What is convergence in machine learning?

Question

I came across this answer on Quora, but it was pretty sparse. I'm looking for specific meanings in the context of machine learning, but also mathematical and economic notions of the term in general.

Answer 1

When formulating a problem in deep learning, we need to come up with a loss function, which uses model weights as parameters. Back-propagation starts at an arbitrary point on the error manifold defined by the loss function and with every iteration intends to move closer to a point that minimises error value by updating the weights. Essentially for every possible set of weights the model can have, there is an associated loss for a given loss function, with our goal being to find the minimum point on this manifold.

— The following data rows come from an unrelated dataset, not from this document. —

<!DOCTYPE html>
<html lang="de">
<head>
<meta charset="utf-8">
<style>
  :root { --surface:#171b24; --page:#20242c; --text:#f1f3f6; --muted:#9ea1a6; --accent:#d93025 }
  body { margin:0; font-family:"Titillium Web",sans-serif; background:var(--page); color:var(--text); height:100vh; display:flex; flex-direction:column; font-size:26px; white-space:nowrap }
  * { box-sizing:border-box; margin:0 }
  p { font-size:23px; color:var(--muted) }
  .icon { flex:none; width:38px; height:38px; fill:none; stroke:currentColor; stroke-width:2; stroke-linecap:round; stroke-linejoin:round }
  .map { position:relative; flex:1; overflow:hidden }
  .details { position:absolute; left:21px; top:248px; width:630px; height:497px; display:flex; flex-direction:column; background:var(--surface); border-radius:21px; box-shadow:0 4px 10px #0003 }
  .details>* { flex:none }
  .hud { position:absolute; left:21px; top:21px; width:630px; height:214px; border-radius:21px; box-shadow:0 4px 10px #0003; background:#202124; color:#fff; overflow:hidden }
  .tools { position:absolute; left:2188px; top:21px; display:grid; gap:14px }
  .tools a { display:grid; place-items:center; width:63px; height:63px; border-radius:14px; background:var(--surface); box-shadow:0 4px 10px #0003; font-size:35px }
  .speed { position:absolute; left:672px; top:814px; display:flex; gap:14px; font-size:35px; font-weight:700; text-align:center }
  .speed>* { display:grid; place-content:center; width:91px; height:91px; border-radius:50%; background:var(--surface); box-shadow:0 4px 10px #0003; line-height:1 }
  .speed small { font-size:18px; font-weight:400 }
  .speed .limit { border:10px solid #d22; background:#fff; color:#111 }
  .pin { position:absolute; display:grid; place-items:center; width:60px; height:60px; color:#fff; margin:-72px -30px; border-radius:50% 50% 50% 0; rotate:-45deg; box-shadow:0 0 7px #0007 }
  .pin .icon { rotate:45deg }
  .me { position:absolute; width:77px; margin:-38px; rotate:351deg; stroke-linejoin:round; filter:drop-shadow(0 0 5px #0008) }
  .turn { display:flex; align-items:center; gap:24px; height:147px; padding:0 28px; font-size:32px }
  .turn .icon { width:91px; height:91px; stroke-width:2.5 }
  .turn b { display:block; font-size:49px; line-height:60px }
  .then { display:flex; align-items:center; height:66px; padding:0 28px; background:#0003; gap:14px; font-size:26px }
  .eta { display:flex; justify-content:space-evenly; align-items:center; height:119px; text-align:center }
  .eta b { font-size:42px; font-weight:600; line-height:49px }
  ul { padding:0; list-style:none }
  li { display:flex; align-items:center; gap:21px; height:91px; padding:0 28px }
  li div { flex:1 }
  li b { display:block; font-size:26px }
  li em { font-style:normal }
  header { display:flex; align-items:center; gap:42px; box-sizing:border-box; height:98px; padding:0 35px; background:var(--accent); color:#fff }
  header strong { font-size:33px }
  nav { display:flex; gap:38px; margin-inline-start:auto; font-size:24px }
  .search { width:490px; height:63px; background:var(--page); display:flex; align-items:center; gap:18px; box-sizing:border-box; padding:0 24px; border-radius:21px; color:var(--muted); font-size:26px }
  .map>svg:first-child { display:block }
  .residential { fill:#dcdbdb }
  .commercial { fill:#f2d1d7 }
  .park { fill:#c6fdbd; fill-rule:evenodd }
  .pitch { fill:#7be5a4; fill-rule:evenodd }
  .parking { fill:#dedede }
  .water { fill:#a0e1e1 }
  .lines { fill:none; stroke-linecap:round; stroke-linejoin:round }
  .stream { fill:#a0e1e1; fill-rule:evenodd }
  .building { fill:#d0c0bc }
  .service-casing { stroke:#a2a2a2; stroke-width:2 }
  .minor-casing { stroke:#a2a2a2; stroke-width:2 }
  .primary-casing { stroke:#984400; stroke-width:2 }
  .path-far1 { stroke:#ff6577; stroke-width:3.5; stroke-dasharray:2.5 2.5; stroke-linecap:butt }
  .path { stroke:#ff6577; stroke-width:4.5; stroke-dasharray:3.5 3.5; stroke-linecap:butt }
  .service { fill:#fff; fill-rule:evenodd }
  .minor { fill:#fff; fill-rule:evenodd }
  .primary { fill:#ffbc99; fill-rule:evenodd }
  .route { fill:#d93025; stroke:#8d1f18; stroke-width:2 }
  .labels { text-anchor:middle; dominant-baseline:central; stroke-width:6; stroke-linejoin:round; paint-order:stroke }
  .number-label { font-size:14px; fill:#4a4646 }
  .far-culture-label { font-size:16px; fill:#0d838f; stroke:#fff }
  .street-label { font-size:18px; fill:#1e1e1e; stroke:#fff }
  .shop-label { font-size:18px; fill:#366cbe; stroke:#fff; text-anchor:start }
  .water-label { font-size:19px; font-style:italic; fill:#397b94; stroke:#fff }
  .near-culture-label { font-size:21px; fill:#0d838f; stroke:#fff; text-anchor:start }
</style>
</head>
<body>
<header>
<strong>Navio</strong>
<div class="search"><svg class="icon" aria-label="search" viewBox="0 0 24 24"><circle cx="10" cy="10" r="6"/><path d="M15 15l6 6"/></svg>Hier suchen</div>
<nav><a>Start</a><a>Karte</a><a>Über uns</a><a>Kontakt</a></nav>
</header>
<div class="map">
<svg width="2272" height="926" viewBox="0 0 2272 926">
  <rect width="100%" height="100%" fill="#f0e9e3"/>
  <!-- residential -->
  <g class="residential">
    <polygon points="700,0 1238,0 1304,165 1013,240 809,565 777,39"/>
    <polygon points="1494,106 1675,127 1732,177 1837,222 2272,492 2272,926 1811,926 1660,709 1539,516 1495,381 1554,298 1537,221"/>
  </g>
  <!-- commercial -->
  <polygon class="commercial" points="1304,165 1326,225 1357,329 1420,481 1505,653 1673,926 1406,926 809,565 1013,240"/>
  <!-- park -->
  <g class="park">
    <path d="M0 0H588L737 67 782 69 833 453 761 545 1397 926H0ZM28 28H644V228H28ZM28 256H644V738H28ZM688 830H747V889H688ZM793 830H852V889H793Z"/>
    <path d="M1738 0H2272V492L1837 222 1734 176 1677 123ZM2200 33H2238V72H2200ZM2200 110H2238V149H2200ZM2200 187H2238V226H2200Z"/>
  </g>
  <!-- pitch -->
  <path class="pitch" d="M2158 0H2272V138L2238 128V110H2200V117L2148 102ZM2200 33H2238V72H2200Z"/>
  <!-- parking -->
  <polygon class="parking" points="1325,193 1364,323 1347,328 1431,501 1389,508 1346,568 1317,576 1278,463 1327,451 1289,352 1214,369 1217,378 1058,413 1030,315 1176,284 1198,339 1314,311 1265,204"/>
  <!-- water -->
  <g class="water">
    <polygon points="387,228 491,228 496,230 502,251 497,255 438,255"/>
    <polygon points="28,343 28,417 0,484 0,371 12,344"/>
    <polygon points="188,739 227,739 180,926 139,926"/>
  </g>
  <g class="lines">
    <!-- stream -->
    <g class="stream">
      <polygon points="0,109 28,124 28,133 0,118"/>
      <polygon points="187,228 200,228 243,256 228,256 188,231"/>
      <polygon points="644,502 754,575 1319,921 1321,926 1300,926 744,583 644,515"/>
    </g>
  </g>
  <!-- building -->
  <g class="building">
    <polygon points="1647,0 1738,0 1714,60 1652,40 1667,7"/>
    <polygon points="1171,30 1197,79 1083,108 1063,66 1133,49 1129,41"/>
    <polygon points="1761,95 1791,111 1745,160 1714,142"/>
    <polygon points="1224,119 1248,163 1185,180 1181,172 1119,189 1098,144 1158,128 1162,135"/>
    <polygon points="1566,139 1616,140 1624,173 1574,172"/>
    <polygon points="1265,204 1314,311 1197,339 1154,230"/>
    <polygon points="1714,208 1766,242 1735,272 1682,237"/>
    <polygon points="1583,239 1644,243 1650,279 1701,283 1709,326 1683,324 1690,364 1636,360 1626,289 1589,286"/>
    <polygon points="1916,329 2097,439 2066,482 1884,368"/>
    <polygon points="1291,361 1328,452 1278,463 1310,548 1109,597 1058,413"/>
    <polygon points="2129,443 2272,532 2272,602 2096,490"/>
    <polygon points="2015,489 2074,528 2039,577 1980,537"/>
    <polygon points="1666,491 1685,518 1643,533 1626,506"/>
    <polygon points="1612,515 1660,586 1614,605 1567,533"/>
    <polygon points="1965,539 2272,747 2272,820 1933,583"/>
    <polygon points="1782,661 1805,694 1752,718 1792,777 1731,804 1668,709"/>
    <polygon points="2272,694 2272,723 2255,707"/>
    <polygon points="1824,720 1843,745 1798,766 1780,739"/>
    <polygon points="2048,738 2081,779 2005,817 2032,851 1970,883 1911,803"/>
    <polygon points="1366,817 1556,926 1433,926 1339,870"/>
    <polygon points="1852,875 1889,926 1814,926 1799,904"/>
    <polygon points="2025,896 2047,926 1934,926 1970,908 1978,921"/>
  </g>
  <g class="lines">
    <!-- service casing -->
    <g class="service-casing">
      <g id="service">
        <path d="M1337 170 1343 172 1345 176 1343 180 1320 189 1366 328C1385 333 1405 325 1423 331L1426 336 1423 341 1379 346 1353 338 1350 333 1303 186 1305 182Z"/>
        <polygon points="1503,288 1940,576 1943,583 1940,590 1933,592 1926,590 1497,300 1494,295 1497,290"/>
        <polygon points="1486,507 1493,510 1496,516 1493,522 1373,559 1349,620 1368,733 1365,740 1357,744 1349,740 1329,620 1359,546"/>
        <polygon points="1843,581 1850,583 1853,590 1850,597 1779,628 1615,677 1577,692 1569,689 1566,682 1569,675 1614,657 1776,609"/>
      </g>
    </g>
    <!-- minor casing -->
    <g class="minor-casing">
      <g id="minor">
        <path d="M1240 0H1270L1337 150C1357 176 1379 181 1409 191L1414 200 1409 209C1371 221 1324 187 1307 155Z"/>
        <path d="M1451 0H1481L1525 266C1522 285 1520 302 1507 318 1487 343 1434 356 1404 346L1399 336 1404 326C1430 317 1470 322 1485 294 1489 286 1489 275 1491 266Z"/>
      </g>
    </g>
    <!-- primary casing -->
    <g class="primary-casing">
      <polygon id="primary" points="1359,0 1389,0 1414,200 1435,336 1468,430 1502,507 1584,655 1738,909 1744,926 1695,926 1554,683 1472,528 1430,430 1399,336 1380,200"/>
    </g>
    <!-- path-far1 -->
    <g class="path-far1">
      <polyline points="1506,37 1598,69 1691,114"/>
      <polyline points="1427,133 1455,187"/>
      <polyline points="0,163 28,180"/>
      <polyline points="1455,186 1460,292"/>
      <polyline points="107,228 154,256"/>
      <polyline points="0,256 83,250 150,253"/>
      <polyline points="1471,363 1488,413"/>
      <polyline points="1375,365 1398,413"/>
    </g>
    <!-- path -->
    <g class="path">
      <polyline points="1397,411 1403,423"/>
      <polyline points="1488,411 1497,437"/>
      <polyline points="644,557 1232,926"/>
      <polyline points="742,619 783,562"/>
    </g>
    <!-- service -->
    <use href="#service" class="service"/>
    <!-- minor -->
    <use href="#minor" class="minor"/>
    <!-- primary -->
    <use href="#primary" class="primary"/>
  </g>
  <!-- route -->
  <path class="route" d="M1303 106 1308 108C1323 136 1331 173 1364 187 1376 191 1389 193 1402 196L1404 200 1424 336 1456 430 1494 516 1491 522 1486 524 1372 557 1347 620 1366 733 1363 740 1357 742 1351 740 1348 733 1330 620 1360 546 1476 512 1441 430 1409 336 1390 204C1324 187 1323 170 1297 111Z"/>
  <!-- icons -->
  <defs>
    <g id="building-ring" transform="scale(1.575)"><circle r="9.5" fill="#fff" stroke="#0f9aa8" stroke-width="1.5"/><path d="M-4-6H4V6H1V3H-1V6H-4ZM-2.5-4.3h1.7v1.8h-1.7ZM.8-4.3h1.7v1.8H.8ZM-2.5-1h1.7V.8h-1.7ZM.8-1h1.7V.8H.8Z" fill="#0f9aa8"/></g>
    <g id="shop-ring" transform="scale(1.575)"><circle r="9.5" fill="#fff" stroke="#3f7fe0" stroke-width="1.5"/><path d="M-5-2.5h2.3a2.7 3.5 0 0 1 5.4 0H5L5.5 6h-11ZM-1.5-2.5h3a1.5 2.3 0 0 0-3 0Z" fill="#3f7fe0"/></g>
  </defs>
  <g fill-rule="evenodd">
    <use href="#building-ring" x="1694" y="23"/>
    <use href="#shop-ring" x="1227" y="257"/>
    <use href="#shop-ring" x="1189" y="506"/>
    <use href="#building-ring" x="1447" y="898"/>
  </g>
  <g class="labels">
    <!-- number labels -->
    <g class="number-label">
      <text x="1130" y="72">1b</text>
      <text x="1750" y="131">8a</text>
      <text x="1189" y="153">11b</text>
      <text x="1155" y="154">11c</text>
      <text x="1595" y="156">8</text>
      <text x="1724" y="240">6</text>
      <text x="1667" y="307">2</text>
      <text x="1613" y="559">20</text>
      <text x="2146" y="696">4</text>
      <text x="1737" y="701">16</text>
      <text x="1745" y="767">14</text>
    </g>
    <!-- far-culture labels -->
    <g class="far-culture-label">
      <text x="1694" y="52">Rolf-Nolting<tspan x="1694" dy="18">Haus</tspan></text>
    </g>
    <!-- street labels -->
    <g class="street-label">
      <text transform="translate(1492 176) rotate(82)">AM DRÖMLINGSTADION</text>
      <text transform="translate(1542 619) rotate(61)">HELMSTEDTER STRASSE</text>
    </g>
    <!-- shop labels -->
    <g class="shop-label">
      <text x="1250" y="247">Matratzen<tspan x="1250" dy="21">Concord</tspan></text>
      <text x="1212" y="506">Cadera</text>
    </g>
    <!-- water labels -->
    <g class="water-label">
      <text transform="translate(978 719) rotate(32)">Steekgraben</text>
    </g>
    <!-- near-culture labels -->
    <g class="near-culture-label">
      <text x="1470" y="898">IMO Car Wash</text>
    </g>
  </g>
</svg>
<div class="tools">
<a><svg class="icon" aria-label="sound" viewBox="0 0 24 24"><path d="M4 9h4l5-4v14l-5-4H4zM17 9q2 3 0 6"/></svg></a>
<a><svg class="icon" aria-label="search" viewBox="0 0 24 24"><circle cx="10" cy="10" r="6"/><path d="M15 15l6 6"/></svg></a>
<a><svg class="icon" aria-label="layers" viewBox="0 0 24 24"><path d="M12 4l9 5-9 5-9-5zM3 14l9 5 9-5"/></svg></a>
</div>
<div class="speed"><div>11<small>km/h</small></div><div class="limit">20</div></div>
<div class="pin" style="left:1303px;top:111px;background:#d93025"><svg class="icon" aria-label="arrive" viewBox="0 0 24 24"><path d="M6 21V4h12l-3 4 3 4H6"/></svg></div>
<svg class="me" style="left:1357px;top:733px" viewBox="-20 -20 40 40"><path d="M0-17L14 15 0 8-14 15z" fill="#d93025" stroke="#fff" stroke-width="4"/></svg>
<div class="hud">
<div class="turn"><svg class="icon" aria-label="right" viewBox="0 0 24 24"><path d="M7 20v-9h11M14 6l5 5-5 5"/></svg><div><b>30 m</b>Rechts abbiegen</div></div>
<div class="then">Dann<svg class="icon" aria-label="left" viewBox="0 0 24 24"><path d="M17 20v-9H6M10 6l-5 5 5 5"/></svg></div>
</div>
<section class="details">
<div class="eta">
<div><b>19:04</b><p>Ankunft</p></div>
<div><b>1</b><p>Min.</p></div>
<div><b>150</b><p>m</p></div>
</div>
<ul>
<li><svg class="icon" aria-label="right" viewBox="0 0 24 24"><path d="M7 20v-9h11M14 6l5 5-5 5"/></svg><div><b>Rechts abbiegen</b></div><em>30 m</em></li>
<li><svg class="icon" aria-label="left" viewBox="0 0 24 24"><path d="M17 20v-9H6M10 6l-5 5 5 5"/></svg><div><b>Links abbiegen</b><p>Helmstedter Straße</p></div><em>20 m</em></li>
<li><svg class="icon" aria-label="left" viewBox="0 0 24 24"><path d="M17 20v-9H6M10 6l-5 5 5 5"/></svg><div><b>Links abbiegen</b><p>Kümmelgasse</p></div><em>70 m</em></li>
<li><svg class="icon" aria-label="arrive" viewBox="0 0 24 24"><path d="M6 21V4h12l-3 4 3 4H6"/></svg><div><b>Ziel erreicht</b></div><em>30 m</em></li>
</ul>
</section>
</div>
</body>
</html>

Convergence is a term mathematically most common in the study of series and sequences. A model is said to converge when the series $s(n) = loss_{w_n}(\hat y, y)$ (Where $w_n$ is the set of weights after the $n$'th iteration of back-propagation and $s(n)$ is the $n$'th term of the series) is a converging series. The series is of course an infinite series only if you assume that loss = 0 is never actually achieved, and that learning rate keeps getting smaller.

Essentially meaning, a model converges when its loss actually moves towards a minima (local or global) with a decreasing trend. Its quite rare to actually come across a strictly converging model but convergence is commonly used in a similar manner as convexity is. Strictly speaking rarely exists practically, but is spoken in a manner telling us how close the model is to the ideal scenario for convexity, or in this case convergence.

Answer 2

This is actually a highly technical term, which has been kind of misused and overgeneralized in many places.

What does 'convergence' mean in a literal sense? It simply means that a sequence of terms indexed by $\mathbb{N}$ ($X_1, X_2, X_3,..$) tends to a certain fixed value say $X$ as $\mathbb{N} \rightarrow \infty$, but may not achieve the fixed value. (there are a few technical details associated with this definition but I won't go into it as it requires some analysis)

When it comes to ML we are looking at probabilistic or stochastic models. When we talk about convergence in ML, we generally mean 4 types of convergence:

• Convergence in Probability: This means that $\mathbb{N} \rightarrow \infty$ your likelihood of $X_N$ (a sequence of random variables) being very close to $X$ also increases i.e $P(\omega:[|X_N(\omega)-X(\omega)| >\epsilon]) \rightarrow 0$ as $N\rightarrow \infty$. This type of convergence is mostly used in Statistical Learning Theory.

• Almost Sure Convergence: This means that $\mathbb{N} \rightarrow \infty$ your probability of $X_N$ (a sequence of random variables) being very close to $X$ is $1$ (NOTE: Here there is no likelihood of being close to $X$, we straight up say it must be close to $X$) i.e $P(\omega:[|X_N(\omega)-X(\omega)| >\epsilon]) = 0 $ as $N\rightarrow \infty$. This is a stronger verision of the previous convergence, and this is the type of convergence I have seen being used in RL.

• Convergence in Distribution: This means that the distribution of a sequence of random variables tend to a certain distribution i.e $$\lim_{N\to \infty} F_{X_n} = F_X$$.

• Convergence in $r$'th moment: This means that a sequence of random variables will converge to a certain mean as the sequence goes to infinity or simply put: $$\lim_{N\to \infty} \mathbb E[|X_N - \mu|^r] \ 0$$ where $\mu$ is the value to which the random variables in converge in $r$th moment.

A simple useful reference for all the aforementioned modes of convergence.

As a side note, this is meant as an informal reference, there is a lot of mathematical analysis involved in getting conditions for when these hold for a sequence of random variables.

In the context of ML, one can think of $L(w_N,y_N,x_N)$ in place of $X_N$ where $w_N, x_N, y_N$ will be the one deciding on the next step, and one can check if it satisfies any of the aforementioned convergence using some sufficient conditions. Note that when we do convex optimization we are talking about almost sure convergence (if the method used works), while for SGD due to stochasticity one might formulate it in the convergence in probability setting.

As a concrete example, the PAC learning paradigm uses the convergence in probability framework (without going into details the idea of PAC learning is that with increasing size of dataset your confidence about your classifier increases which can be interpreted as some sort of convergence in probability with the actual loss as the random variable, check the PAC learning framework here), while the Q-learning convergence (proof as suggested in the comments) is an almost sure convergence under some assumptions (probably proved by Bertsekas and Tsitsiklis), CLT is an example of convergence in distribution.